Support materials only that illustrate some possible contexts for exploring Science as a Human Endeavour concepts in relation to Science Understanding content.
A range of evidence has been put forward by organisations such as the Australian Academy of Science and NASA in support of recent climate change occurring as a result of human activities (ACSES092). Remote sensing technologies and ice core analysis have provided data which is interpreted using climate models and computer simulations (ACSES091). Changes in near-surface air temperatures indicate that temperatures have increased in recent decades and are continuing to do so at an increasing rate. These data are corroborated by satellite observations of Earth’s surface and lower atmosphere temperatures, and measurements of the heat absorbed by the oceans. In addition, data indicate widespread melting of mountain glaciers and ice caps, retreat of ice sheets, sea level rise, increases in average water vapour content in the atmosphere and a shift in weather systems. Analysis of gas concentrations in the atmosphere and ice cores indicates that greenhouse gas levels have increased as a result of emissions from human activities over the twentieth century, and the majority of scientists believe that these atmospheric changes are linked to global temperature increases. Although there is disagreement about the magnitude of human-induced climate change, and some scientists contend that it has no significant role, most agree that these data indicate human activity is responsible for the majority of measured global warming (ACSES092).
Long range climate predictions are derived from computer models and geological analogues. Computer models incorporate a range of factors, and are tested by their ability to simulate present climate at global and continental scales (ACSES091). Analogues from geological time and recent centuries are used to study how the climate has responded to increased greenhouse gases in the past. Both approaches indicate that, in the absence of changes in any other factors, a continued increase in greenhouse gas concentrations should result in continued global warming and associated climatic changes. Predictions at a regional scale are less reliable than global predictions, owing to changes in atmospheric circulation and other regional factors, but it is likely that changes in surface and ocean temperature will lead to changes in the distribution of some species of plants and animals, with flow on effects for ecosystems (ACSES097). The United Nations Kyoto Protocol and the establishment of the Intergovernmental Panel on Climate Change aim to secure global commitment to a significant reduction in greenhouse gas emissions over the next decades, with the aim of significantly reducing long-term global warming (ACSES096).

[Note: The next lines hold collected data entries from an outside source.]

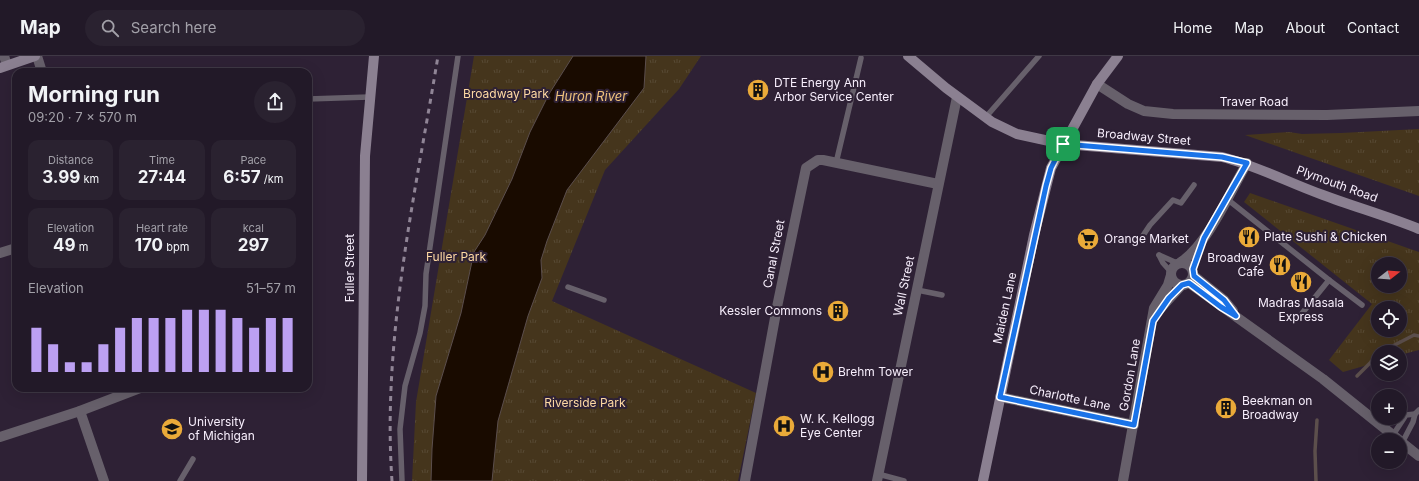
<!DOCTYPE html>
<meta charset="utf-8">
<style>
:root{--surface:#221928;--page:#2a2230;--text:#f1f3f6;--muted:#a2a0a8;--line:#3f3845;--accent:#bca0f2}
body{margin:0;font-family:Inter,sans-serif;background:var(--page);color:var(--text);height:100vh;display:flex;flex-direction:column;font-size:15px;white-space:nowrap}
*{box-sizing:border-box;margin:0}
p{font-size:13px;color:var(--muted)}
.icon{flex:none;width:22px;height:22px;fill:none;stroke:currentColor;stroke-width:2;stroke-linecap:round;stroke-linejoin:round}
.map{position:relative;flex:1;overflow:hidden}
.drawer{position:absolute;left:12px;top:12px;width:300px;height:324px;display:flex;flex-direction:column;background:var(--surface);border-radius:12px;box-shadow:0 4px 16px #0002,0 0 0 1px var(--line)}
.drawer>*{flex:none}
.needle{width:26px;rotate:73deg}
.buttons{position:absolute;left:1371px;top:201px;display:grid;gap:8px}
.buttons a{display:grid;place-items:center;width:36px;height:36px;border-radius:50%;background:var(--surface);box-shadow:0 4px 16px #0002,0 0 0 1px var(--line);font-size:20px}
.pin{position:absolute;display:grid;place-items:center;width:34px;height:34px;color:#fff;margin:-17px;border-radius:8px;box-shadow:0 2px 6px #0006}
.round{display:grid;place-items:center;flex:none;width:42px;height:42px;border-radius:21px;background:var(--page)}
.headline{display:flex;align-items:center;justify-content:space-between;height:68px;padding:0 16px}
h1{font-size:22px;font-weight:700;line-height:30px}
.metrics{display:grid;grid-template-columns:repeat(3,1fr);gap:6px;height:68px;padding:4px 16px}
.metrics div{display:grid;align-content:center;border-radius:10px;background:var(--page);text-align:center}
.metrics b{font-size:17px;font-weight:700}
.metrics small{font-size:11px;font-weight:400}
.metrics p{font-size:11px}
.chart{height:112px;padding:8px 16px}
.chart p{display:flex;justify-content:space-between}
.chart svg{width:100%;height:72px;margin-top:4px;stroke:var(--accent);stroke-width:6}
header{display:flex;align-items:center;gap:24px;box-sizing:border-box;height:56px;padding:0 20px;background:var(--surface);border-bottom:1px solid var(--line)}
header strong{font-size:19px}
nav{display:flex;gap:22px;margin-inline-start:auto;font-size:14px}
.search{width:280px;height:36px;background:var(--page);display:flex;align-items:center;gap:10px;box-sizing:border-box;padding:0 14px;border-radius:22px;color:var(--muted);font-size:15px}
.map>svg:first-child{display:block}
</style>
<header>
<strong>Map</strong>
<div class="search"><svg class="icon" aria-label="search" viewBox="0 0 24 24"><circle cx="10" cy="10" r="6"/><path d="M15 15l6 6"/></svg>Search here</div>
<nav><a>Home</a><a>Map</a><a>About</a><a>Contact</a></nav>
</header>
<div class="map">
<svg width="1419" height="425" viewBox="0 0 1419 425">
<defs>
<pattern id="park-tufts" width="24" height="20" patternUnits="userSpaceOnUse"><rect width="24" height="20" fill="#45351c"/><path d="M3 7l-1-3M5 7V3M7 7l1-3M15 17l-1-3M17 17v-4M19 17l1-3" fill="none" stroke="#574933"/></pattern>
</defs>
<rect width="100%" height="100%" fill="#2e2135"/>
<g fill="url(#park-tufts)" fill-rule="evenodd">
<path d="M474,0h99l-24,38 -19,38 -18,47 -27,56 -11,17 -13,61 -25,83 -4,53 -1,32h-19l4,-79z"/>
<path d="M646,0h55l-22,33 -74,81 -53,131 204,92 -18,88h-246l6,-60 30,-105 14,-38 -1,-18 6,-19 20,-51 77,-102z"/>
<path d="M1419,73v67l-174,-61 44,-3 13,2 39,-1z"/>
<path d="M1250,137l169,59v98l-19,5v-3h-22v10l-35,10 -14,-12 43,-56 -128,-102zM1378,208h22v22h-22zM1378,252h22v22h-22z"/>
</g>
<path fill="#190b00" stroke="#5c4f4c" d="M573,0h73l-2,32 -77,102 -20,51 -6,19 1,18 -14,38 -30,105 -6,60h-61l1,-32 4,-53 25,-83 13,-61 11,-17 27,-56 18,-47 19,-38z"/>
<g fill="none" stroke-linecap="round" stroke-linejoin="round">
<g stroke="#5c4f4c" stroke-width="3.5">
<path d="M1381,296l33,-17 5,1"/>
<path d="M1357,320l21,-21"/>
<path d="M1316,425l-1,-30 2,-31"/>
</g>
<g stroke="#67606b" stroke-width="5.5">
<path d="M308,43l61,-2"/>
<path d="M985,62l54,-62"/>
<path d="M836,107l25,-105"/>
<path d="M1227,143l102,81 -30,37"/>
<path d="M1140,184l10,-15 23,-25 8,3 13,-18"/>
<path d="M1159,199l4,8 8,9"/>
<path d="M1159,199l18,8"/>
<path d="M1329,224l33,25"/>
<path d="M568,231l36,13"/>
<path d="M917,234l25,5"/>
<path d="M1393,379l13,-20 9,-1 4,-4"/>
<path d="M1402,387l11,-21 2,-8"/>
<path d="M878,418l26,7"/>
<path d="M180,425l13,-22"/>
<path d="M402,425l-2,-52 5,-43 15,-53 5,-27 1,-32 32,-218"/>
</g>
<g stroke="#67606b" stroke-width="10">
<path d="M4,0l3,9"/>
<path d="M37,0l5,16"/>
<path d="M1097,28l31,20 16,7 29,3 154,1 92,-4"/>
<path d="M0,197l16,-5"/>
<path d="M1181,206c27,-18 49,-70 66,-99"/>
<circle cx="1182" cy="218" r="11"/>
<path d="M1194,220l30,24 9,11"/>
<path d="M1189,227l134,96 76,61"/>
<path d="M1161,252l21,-23"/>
<path d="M1000,341l134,28"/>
<path d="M80,355l24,70"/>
<path d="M0,381l80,-26 60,-23"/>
<path d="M1400,385l19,15"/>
<path d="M745,425l32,-174 29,-139 12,-8h5l115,24"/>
<path d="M877,425l80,-384"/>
<path d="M1123,425l31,-173 14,-23 3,-10"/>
</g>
<g stroke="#8b8091" stroke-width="10">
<path d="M908,0l38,32 46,34 25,12 46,10 159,13c36,9 67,26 101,38 32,12 64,21 96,34"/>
<path d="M0,12l35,-12"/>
<path d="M362,425l3,-325 9,-100"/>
<path d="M983,425l51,-246 17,-67 46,-84 21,-28"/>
</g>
<path stroke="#908596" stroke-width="3" stroke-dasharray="5 5" stroke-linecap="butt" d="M392,425c-10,-142 23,-285 46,-425"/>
</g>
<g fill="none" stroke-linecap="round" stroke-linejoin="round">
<g stroke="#fff" stroke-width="8">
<path id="route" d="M1063,88l159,13 25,6 -43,75 -11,31 1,7 30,24 12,16 -15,-9 -32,-24 -7,2 -13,13 -16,23 -19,104 -134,-28 46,-211 5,-18z"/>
</g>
<use href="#route" stroke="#1a73e8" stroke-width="5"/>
</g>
<defs>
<g id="building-disc" transform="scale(1.15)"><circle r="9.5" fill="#eaaa39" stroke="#2e2135"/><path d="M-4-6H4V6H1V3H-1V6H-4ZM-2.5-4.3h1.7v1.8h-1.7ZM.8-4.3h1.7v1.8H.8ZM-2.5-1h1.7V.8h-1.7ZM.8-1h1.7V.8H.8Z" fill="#111"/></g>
<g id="restaurant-disc" transform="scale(1.15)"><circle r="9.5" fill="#eaaa39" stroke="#2e2135"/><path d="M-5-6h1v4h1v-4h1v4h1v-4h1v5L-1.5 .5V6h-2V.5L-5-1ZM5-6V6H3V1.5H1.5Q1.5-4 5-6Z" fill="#111"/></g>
<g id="supermarket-disc" transform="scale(1.15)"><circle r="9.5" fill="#eaaa39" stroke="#2e2135"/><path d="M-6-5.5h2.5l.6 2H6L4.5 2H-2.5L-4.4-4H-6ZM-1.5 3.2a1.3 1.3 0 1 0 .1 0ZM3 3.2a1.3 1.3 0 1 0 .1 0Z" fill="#111"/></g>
<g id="hospital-disc" transform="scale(1.15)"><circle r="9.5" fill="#eaaa39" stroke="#2e2135"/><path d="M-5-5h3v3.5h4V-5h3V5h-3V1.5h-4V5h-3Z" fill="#111"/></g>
<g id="university-disc" transform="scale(1.15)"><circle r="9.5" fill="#eaaa39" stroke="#2e2135"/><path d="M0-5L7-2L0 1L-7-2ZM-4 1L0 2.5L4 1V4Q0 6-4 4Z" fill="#111"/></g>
</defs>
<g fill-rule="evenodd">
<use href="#building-disc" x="758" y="34"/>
<use href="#restaurant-disc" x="1249" y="181"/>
<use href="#supermarket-disc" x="1088" y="183"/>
<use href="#restaurant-disc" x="1280" y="209"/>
<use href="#restaurant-disc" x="1301" y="226"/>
<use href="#building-disc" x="838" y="255"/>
<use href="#hospital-disc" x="823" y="316"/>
<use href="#building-disc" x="1226" y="352"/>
<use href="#hospital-disc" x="784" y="370"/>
<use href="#university-disc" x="172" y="373"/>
</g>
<g text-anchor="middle" stroke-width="4" stroke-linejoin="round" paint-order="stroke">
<g font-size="12" fill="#f7eefc" stroke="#2e2135" text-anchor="start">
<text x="774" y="31">DTE Energy Ann<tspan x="774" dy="14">Arbor Service Center</tspan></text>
<text x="1264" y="185">Plate Sushi &amp; Chicken</text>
<text x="1104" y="187">Orange Market</text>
<text x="1264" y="206" text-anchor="end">Broadway<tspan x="1264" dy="14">Cafe</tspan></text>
<text x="1301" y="251" text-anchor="middle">Madras Masala<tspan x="1301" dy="14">Express</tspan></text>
<text x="822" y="259" text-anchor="end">Kessler Commons</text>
<text x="838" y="320">Brehm Tower</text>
<text x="1242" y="349">Beekman on<tspan x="1242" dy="14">Broadway</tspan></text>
<text x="800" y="367">W. K. Kellogg<tspan x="800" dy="14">Eye Center</tspan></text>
<text x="188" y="370">University<tspan x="188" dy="14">of Michigan</tspan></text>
</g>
<g font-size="12" fill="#fed9a3" stroke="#2e2135">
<text x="506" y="42">Broadway Park</text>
<text x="456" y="205">Fuller Park</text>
<text x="585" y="351">Riverside Park</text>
</g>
<g font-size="12" fill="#f7eefc" stroke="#2e2135">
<text x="1254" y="50">Traver Road</text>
<text transform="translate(1144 81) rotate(5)" y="4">Broadway Street</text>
<text transform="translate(1337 128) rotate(20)" y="4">Plymouth Road</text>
<text transform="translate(774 198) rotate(-79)" y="4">Canal Street</text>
<text transform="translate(350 212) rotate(-90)" y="4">Fuller Street</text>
<text transform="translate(904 230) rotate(-78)" y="4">Wall Street</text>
<text transform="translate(1005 252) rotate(-78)" y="4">Maiden Lane</text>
<text transform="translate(1130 319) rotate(-80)" y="4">Gordon Lane</text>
<text transform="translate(1070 342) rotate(12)" y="4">Charlotte Lane</text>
</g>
<g font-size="13" font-style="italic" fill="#eec17c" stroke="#2e2135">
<text x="591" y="45">Huron River</text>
</g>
</g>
</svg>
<div class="buttons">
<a><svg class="needle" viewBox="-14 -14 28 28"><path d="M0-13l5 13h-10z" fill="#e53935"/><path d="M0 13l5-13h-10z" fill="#a2a0a8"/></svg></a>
<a><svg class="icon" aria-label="locate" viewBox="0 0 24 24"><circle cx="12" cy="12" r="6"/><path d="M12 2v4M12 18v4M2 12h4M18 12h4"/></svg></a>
<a><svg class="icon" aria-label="layers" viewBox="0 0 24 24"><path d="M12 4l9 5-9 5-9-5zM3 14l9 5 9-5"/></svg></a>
<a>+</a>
<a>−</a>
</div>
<div class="pin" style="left:1063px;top:88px;background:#1e9e55"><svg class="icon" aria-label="arrive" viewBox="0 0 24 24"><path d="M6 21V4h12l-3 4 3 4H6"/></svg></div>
<section class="drawer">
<div class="headline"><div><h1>Morning run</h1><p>09:20 · 7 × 570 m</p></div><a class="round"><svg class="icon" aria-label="share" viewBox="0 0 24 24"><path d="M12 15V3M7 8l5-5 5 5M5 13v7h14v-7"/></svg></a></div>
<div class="metrics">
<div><p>Distance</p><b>3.99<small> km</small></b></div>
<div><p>Time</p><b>27:44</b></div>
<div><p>Pace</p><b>6:57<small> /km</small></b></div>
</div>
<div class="metrics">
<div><p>Elevation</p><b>49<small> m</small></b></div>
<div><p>Heart rate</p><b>170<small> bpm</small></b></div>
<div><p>kcal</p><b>297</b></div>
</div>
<div class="chart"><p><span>Elevation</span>51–57 m</p>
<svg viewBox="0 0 160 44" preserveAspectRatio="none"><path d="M5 44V17M15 44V27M25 44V38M35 44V38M45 44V27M55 44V17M65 44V11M75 44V11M85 44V11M95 44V6M105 44V6M115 44V6M125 44V11M135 44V17M145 44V11M155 44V11"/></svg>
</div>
</section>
</div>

Climate change science involves a range of uncertainties, which mean that the scientific community cannot predict future warming precisely, or detail exactly how climate change will affect particular regions. Models improve as the scientific community collects, shares and analyses more data, but even though models can be improved, they will always struggle to make reliable predictions for systems in which small changes can have large effects (ACSES095). However, although scientific models cannot predict the exact trajectory of change, they do provide significant evidence that climate change is occurring and that future global warming is likely. Decisions about actions to mitigate this effect depend on the perception of risk by individuals, communities, governments and international agencies and reflect their social, economic and ethical values (ACSES093).